BEGIN RECORDS
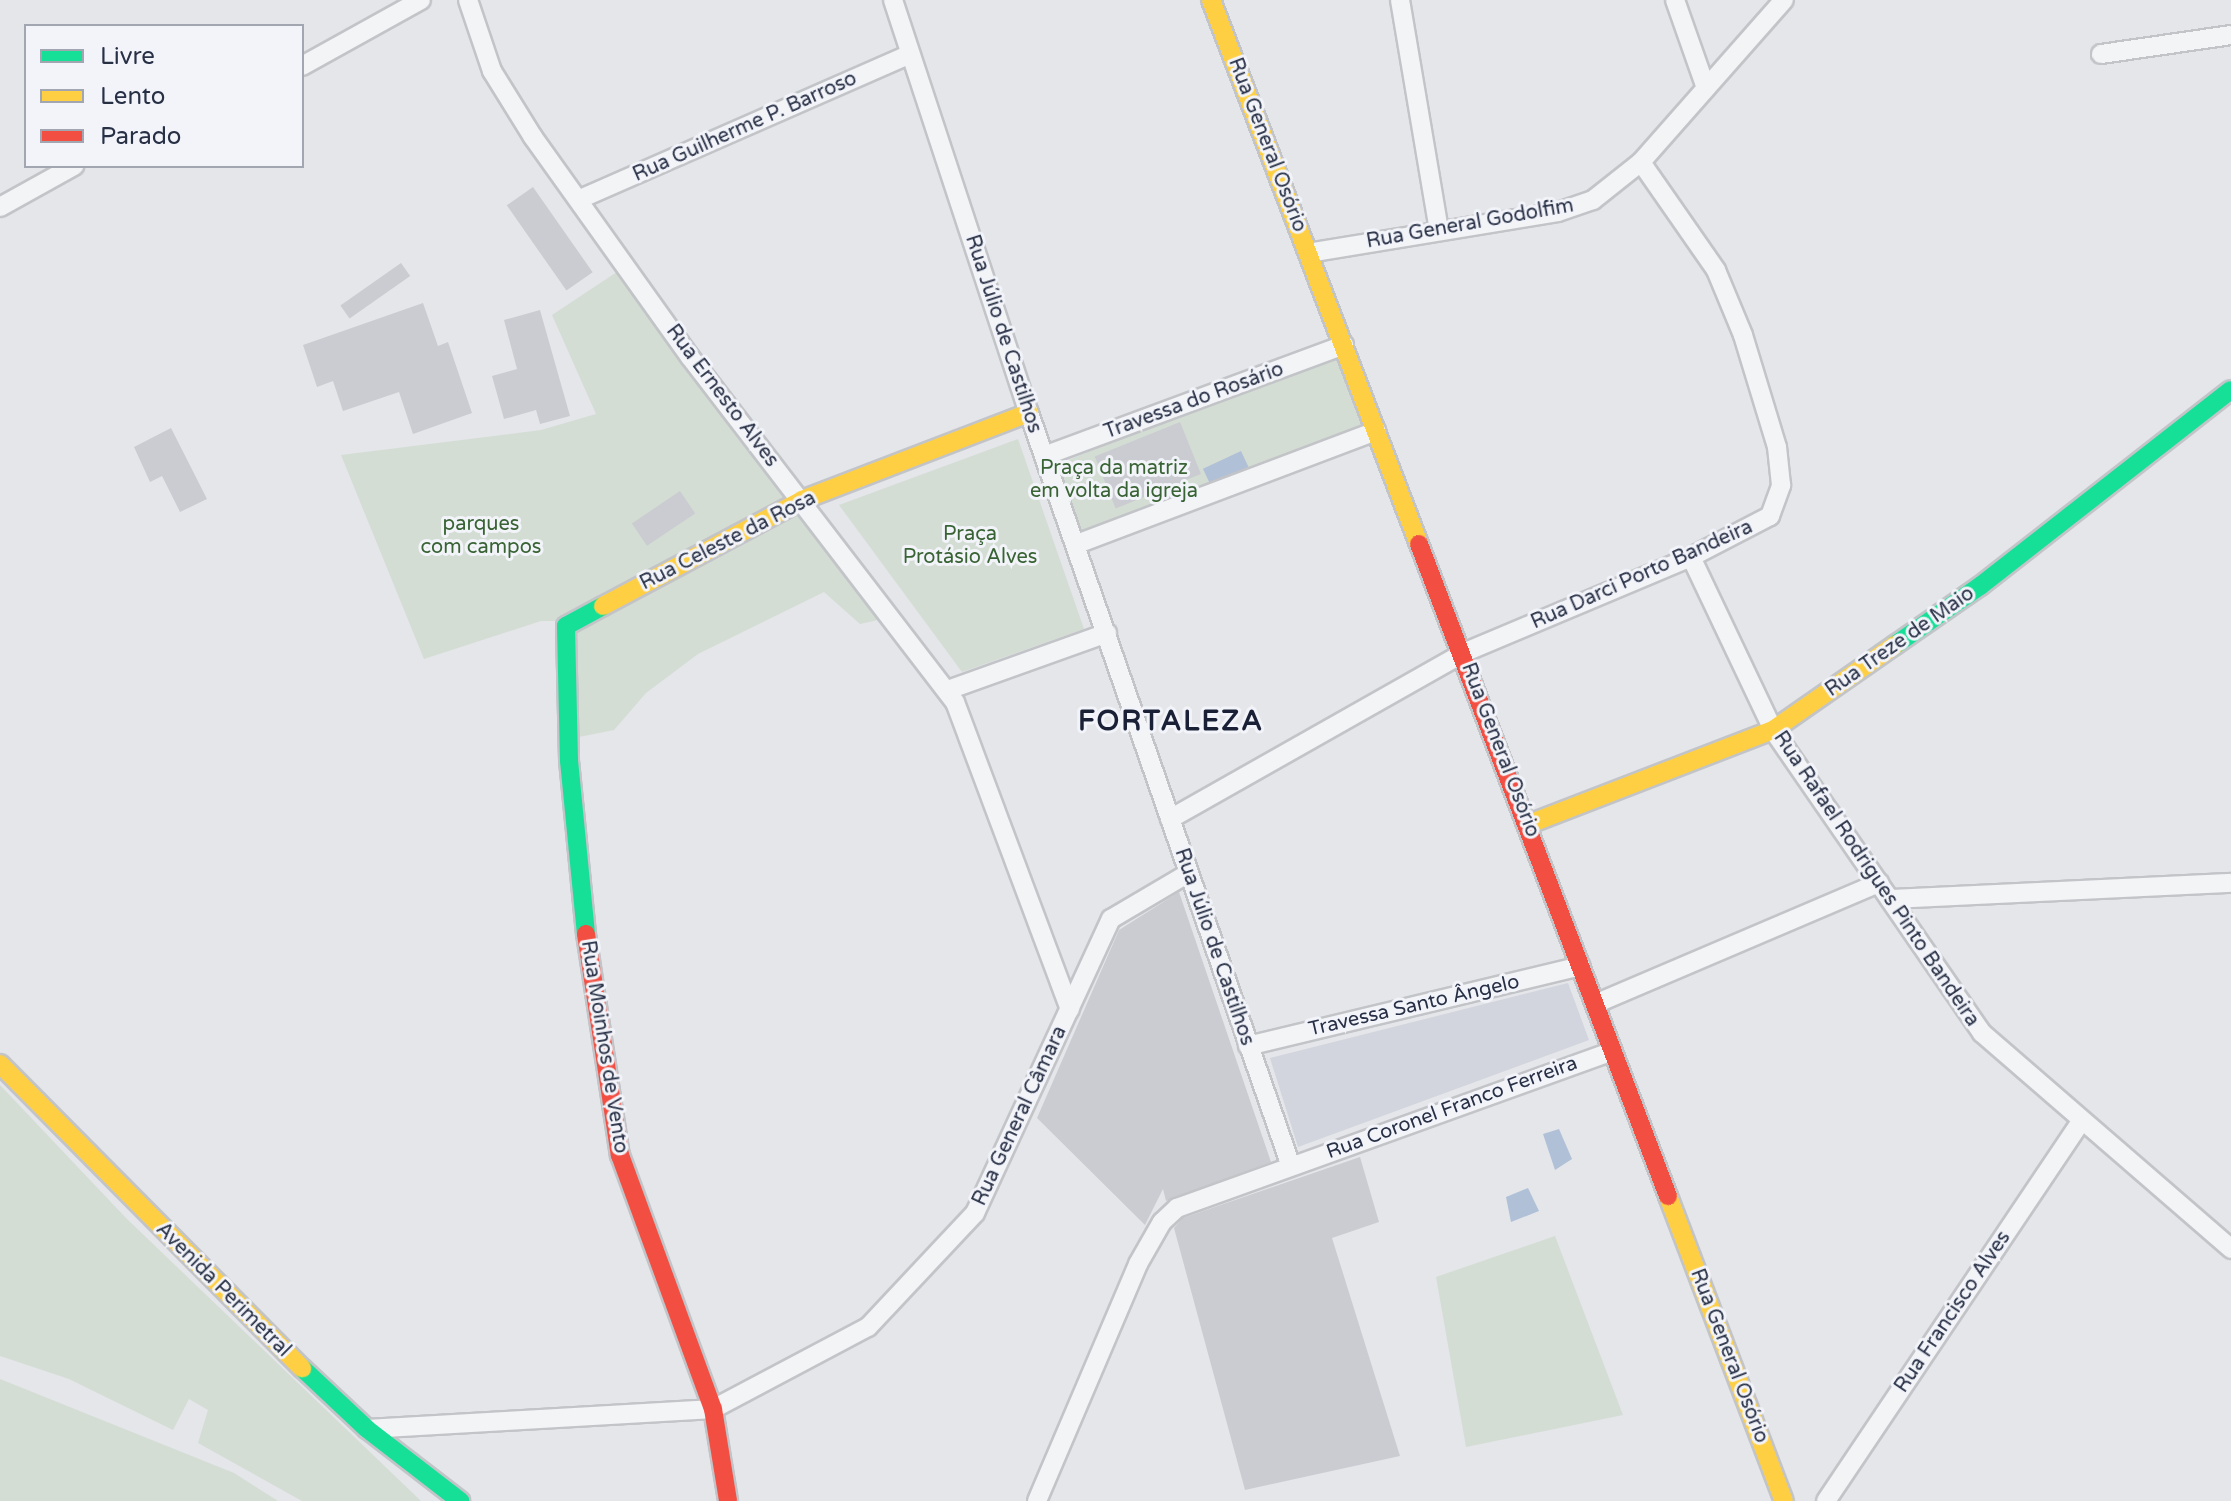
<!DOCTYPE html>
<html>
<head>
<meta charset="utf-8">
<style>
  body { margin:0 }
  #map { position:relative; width:2231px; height:1501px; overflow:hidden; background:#e4e6ea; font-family:"Varela Round",sans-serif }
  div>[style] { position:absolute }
  .built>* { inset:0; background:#d2d5dd }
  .green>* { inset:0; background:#d4ddd4; transform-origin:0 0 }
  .water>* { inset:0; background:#b0c0d7; transform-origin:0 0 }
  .building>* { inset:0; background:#caccd1; transform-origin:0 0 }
  .roads { filter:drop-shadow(2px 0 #c2c4c8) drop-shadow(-2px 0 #c2c4c8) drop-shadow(0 2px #c2c4c8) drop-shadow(0 -2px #c2c4c8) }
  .street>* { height:18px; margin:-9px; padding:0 9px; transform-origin:9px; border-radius:9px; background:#f3f4f6 }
  .fast>* { height:18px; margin:-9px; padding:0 9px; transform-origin:9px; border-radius:9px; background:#16e098 }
  .slow>* { height:18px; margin:-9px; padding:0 9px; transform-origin:9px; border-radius:9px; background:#ffcf43 }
  .jam>* { height:18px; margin:-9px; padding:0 9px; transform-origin:9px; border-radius:9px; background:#f24e42 }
  span { translate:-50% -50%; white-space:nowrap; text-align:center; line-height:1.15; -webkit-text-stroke:6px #f2f4f9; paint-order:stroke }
  .street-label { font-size:20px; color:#283046 }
  .park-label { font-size:20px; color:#396334 }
  .district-label { font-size:28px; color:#1a2137; font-weight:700; letter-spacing:2px }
  .legend { position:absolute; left:24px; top:24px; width:280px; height:144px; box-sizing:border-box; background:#f2f4f9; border:2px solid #a1a6b1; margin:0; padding:10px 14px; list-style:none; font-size:24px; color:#283046 }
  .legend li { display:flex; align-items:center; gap:16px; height:40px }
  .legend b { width:40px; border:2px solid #a1a6b1 }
</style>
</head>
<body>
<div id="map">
  <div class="built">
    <div style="clip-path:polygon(1568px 983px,1589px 1040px,1298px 1147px,1270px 1058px)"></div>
  </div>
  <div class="green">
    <div style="clip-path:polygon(623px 268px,796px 499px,564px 621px,541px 621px,424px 659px,341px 455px,541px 430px,596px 414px,552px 315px)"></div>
    <div style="left:1343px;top:349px;width:87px;height:317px;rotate:68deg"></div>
    <div style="clip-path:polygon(1018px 439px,1084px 629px,962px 672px,839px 505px)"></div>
    <div style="clip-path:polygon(801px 502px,887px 618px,860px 624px,824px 592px,698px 654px,646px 693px,614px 730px,569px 739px,567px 627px)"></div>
    <div style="clip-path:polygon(0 1085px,126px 1218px,421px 1501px,302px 1501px,198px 1443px,208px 1410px,189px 1399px,173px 1430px,69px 1379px,0 1356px)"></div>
    <div style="clip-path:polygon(1555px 1236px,1623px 1415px,1466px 1447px,1436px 1277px)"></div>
    <div style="clip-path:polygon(0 1379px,234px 1473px,278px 1501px,0 1501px)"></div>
  </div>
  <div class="water">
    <div style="left:1241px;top:451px;width:26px;height:42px;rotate:65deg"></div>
    <div style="clip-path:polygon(1559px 1129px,1572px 1159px,1555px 1170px,1543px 1134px)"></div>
    <div style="clip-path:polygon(1528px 1188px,1539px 1211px,1511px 1222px,1506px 1197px)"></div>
  </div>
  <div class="building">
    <div style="left:533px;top:187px;width:104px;height:32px;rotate:55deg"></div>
    <div style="left:401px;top:263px;width:16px;height:74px;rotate:55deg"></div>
    <div style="clip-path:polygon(423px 303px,438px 346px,448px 342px,472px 413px,413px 434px,399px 392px,343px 411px,333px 381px,317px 387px,303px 345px)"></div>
    <div style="clip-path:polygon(540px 310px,570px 416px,540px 424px,536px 410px,504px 419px,492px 376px,517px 369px,504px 320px)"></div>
    <div style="left:1180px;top:422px;width:56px;height:92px;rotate:68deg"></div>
    <div style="clip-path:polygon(171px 428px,207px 499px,180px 512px,162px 476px,150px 482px,134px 447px)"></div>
    <div style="left:680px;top:491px;width:27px;height:58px;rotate:56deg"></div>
    <div style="clip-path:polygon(1179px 892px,1271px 1162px,1166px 1201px,1163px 1189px,1145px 1225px,1037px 1118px,1119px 930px)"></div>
    <div style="clip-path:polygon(1360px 1157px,1379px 1222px,1332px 1238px,1400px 1456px,1245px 1490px,1174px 1228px,1183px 1218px)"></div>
  </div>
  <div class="roads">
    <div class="street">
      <div style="left:468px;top:0;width:75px;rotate:71.3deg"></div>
      <div style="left:492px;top:71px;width:78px;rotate:58.2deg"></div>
      <div style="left:533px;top:137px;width:270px;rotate:54.5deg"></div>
      <div style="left:690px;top:357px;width:435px;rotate:52.5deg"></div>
      <div style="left:955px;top:702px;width:328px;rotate:69.5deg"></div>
      <div style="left:893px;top:0;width:435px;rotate:71.8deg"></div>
      <div style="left:1029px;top:413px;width:797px;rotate:70.82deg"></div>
      <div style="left:1400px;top:0;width:234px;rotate:80.4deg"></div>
      <div style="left:1675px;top:0;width:93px;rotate:70.6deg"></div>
      <div style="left:2101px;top:54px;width:131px;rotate:-8.3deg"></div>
      <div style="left:302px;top:66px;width:136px;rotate:-29deg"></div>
      <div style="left:580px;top:199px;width:360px;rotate:-23.7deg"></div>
      <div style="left:0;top:207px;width:85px;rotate:-29deg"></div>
      <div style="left:1308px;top:253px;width:253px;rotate:-9.3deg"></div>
      <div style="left:1558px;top:212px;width:37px;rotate:-19deg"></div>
      <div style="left:1593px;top:200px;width:61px;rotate:-38.4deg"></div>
      <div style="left:1641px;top:162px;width:216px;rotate:-48.6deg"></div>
      <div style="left:1044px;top:456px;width:320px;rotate:-20.3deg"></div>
      <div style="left:1077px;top:544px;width:320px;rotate:-20.7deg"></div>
      <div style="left:1691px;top:557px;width:191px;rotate:64.6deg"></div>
      <div style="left:1773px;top:730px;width:368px;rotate:55.4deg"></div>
      <div style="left:1982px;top:1033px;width:330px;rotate:40.9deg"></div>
      <div style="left:948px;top:690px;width:169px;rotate:-19.7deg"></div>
      <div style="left:1170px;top:819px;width:337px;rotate:-29.5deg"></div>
      <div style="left:1463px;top:653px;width:247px;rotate:-22.8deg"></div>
      <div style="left:1691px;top:557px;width:89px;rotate:-27.4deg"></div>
      <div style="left:1770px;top:516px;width:33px;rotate:-70deg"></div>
      <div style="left:1781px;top:485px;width:38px;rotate:-96deg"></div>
      <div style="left:1777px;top:447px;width:117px;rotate:-106.9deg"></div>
      <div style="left:1743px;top:335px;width:70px;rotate:-112.6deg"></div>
      <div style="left:1716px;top:270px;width:131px;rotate:-124.8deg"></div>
      <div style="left:1890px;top:899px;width:341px;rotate:-2.7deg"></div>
      <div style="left:1595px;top:1004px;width:309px;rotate:-23.1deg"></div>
      <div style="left:1248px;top:1046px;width:342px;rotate:-13.5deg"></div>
      <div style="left:367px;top:1429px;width:347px;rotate:-3.3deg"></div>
      <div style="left:713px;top:1409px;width:175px;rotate:-27.9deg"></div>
      <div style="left:868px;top:1327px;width:156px;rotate:-46.8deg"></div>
      <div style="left:975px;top:1213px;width:324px;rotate:-65.2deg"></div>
      <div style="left:1111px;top:919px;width:88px;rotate:-30.6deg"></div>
      <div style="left:1037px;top:1501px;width:258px;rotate:-66.9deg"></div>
      <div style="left:1138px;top:1264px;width:48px;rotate:-60.3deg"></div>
      <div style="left:1162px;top:1222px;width:21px;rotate:-43deg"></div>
      <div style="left:1177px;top:1208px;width:463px;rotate:-19.8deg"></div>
      <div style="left:1826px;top:1501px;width:455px;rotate:-56.1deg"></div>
    </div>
    <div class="fast">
      <div style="left:1895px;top:645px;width:103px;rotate:-34.8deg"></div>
      <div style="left:1980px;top:586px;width:318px;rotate:-38deg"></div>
      <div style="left:586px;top:934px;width:175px;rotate:-95.6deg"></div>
      <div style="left:569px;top:760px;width:134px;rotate:-91.3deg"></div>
      <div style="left:566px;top:626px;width:42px;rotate:-28.4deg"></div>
      <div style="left:302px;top:1368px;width:89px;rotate:43.2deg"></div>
      <div style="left:367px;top:1429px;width:118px;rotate:37.7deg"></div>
    </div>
    <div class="slow">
      <div style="left:1211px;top:0;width:582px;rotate:69.08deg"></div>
      <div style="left:603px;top:606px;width:225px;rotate:-28deg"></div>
      <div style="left:802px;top:500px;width:243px;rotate:-21deg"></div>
      <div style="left:1529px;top:824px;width:261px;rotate:-21.1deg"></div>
      <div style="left:1773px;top:730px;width:149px;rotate:-34.9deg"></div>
      <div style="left:0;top:1064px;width:429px;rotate:45.2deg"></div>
      <div style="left:1668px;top:1196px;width:326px;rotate:69.2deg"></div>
    </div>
    <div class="jam">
      <div style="left:1419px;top:544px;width:698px;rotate:69.1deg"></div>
      <div style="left:586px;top:934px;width:224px;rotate:81.3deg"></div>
      <div style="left:620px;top:1155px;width:270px;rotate:69.9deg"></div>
      <div style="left:713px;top:1409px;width:93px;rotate:80.7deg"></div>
    </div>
  </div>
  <div class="street-label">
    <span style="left:745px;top:127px;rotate:-24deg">Rua Guilherme P. Barroso</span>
    <span style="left:1267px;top:145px;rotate:69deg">Rua General Osório</span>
    <span style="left:1470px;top:224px;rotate:-10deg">Rua General Godolfim</span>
    <span style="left:1003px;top:334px;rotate:72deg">Rua Júlio de Castilhos</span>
    <span style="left:722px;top:396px;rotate:53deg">Rua Ernesto Alves</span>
    <span style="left:1194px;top:401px;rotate:-20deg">Travessa do Rosário</span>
    <span style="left:728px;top:541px;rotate:-27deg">Rua Celeste da Rosa</span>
    <span style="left:1642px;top:575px;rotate:-24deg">Rua Darci Porto Bandeira</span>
    <span style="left:1900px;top:642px;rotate:-35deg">Rua Treze de Maio</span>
    <span style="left:1500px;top:750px;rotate:69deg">Rua General Osório</span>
    <span style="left:1876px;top:879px;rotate:56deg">Rua Rafael Rodrigues Pinto Bandeira</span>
    <span style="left:1214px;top:947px;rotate:71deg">Rua Júlio de Castilhos</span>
    <span style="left:1414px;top:1006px;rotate:-13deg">Travessa Santo Ângelo</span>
    <span style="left:604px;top:1047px;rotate:81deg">Rua Moinhos de Vento</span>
    <span style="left:1452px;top:1108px;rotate:-20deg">Rua Coronel Franco Ferreira</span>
    <span style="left:1020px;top:1116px;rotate:-65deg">Rua General Câmara</span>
    <span style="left:223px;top:1290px;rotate:45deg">Avenida Perimetral</span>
    <span style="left:1953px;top:1312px;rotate:-56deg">Rua Francisco Alves</span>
    <span style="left:1729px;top:1356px;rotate:69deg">Rua General Osório</span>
  </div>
  <div class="park-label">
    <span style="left:1114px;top:480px">Praça da matriz<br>em volta da igreja</span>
    <span style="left:481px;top:536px">parques<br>com campos</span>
    <span style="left:970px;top:546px">Praça<br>Protásio Alves</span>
  </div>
  <div class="district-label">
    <span style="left:1171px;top:721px">FORTALEZA</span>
  </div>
  <ul class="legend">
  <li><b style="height:10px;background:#16e098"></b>Livre</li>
  <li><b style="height:10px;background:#ffcf43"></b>Lento</li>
  <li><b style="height:10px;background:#f24e42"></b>Parado</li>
  </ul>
</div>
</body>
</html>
END RECORDS
In the data above, each line holding "water" is to be found and copied.

** TASK RESULT **
  .water>* { inset:0; background:#b0c0d7; transform-origin:0 0 }
  <div class="water">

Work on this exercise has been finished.